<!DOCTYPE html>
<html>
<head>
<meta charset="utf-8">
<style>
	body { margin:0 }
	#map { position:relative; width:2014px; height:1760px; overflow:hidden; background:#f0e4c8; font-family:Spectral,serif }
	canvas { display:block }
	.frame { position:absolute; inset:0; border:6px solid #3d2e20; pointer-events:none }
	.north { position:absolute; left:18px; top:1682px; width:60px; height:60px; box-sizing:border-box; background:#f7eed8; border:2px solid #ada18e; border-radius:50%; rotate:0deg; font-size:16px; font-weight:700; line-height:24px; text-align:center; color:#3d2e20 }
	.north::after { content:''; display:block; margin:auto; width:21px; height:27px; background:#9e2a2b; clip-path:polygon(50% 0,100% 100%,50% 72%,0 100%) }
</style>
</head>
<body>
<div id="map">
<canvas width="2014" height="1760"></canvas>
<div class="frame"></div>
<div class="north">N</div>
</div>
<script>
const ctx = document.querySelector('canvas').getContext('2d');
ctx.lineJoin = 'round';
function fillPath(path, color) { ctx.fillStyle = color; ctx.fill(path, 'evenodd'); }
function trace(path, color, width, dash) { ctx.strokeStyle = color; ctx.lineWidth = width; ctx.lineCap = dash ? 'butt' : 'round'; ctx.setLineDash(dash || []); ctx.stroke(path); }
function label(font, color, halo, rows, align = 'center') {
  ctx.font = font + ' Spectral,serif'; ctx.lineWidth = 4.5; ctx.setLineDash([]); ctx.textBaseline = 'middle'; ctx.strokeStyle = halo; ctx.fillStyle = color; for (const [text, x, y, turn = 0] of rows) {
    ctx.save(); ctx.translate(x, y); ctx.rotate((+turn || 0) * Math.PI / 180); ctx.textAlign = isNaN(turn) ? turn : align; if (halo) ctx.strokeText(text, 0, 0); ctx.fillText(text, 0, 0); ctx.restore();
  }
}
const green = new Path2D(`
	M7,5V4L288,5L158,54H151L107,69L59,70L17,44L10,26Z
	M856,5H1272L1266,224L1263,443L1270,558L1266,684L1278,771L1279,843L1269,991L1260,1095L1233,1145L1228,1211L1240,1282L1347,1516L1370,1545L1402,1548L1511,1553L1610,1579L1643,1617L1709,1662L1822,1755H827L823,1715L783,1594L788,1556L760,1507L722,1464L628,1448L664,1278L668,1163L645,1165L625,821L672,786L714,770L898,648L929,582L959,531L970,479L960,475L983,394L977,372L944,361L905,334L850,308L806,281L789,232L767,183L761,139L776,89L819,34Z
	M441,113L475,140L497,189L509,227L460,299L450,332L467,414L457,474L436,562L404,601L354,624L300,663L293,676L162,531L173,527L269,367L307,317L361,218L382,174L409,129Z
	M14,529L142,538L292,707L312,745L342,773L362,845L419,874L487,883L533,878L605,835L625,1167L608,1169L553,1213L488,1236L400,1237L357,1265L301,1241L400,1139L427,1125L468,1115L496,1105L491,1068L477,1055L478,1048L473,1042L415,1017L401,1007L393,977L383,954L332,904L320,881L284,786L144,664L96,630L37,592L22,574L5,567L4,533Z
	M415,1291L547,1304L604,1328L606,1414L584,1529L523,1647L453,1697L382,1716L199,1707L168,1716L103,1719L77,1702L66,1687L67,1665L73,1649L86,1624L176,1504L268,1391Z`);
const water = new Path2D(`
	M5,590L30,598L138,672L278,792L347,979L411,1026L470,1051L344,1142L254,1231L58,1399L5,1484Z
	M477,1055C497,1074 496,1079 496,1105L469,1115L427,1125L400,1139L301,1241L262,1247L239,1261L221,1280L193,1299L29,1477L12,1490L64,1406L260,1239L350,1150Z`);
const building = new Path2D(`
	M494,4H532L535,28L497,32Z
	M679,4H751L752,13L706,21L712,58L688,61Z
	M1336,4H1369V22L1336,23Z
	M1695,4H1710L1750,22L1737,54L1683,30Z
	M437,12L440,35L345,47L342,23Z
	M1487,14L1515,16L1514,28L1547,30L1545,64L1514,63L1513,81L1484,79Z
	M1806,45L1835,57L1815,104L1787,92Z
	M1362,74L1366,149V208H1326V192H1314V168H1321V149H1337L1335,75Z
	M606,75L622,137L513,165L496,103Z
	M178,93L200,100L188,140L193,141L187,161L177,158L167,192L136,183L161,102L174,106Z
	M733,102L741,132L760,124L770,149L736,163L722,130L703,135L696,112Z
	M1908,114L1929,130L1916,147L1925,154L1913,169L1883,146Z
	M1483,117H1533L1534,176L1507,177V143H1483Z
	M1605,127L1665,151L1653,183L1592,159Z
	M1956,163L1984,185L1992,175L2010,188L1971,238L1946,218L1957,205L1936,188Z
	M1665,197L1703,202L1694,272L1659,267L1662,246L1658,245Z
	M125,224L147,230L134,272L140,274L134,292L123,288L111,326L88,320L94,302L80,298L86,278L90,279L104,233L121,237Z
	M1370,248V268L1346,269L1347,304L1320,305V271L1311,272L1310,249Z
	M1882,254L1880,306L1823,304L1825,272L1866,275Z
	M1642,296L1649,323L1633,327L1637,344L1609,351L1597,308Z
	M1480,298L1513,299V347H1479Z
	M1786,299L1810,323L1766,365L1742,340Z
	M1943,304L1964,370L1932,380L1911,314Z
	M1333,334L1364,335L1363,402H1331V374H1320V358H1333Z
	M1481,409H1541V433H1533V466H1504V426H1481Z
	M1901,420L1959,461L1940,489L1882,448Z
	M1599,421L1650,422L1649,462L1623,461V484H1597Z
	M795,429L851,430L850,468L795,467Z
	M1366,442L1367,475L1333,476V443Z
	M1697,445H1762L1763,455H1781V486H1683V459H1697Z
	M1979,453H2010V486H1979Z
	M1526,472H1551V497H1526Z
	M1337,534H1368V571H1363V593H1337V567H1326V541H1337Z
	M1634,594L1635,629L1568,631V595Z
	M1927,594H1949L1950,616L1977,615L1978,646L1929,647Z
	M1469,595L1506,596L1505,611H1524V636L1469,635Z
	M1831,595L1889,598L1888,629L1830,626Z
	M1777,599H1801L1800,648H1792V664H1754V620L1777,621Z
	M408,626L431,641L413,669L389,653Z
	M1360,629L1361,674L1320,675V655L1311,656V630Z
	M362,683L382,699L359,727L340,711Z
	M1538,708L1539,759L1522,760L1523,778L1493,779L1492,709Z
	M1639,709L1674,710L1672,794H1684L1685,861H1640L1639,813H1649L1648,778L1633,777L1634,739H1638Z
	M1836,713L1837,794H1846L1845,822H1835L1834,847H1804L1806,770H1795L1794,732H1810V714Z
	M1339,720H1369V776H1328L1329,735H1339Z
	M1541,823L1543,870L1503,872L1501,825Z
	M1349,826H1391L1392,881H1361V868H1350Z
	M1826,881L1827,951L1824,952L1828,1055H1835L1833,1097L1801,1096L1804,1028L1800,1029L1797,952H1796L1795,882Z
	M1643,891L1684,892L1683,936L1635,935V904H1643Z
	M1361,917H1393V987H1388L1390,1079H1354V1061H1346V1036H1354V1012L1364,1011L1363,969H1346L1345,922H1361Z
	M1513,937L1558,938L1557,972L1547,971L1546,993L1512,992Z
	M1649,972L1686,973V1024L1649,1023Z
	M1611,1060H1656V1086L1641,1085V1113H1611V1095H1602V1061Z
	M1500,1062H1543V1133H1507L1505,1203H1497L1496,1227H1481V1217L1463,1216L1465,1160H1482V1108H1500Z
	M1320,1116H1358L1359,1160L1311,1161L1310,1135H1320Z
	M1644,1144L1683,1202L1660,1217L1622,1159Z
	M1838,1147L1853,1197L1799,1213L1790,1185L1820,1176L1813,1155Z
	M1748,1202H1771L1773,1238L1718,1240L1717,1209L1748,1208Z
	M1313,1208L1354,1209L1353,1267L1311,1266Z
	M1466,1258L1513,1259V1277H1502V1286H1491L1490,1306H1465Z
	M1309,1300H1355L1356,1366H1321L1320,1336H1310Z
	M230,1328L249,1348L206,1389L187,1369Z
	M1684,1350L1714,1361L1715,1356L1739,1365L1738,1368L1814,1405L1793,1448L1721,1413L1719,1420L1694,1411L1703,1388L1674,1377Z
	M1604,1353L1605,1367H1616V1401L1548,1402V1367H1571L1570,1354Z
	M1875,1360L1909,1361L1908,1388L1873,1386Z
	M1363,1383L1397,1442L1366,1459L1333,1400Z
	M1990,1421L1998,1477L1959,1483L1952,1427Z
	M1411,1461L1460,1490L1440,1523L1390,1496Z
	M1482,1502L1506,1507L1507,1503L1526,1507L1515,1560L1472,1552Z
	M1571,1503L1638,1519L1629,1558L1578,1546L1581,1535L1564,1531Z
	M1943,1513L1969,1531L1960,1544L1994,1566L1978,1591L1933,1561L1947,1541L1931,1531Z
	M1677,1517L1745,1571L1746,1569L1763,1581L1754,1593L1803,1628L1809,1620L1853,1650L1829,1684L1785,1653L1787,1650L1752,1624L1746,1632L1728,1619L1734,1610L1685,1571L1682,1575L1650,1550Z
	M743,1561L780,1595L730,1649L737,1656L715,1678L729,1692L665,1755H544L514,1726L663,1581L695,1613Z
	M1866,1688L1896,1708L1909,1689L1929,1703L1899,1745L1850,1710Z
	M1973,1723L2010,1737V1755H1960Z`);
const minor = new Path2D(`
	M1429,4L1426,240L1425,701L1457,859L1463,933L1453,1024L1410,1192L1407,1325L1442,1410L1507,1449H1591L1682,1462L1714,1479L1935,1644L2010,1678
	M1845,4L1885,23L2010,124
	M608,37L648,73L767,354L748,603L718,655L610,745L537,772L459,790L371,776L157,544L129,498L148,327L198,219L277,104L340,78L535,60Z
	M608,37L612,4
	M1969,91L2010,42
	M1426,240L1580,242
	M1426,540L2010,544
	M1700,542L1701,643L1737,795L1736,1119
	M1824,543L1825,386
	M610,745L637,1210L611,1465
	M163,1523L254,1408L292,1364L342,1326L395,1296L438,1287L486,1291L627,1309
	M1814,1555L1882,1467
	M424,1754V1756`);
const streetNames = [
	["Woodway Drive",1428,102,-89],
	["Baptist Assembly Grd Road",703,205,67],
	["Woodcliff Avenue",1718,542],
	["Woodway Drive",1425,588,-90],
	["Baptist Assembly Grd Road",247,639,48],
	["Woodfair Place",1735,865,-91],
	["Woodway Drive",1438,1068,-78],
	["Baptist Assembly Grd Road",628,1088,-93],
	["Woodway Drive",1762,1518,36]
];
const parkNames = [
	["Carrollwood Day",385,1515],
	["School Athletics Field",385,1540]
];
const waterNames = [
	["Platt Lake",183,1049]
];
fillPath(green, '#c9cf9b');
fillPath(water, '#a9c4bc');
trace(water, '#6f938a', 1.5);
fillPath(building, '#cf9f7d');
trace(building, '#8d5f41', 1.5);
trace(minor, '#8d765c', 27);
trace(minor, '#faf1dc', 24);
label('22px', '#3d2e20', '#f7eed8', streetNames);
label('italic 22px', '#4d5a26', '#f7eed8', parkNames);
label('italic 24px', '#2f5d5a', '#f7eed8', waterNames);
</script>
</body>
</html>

====================

Exactly how many lines of the records hold "lineWidth"? Give the number without any words.

_Result of this exercise_
2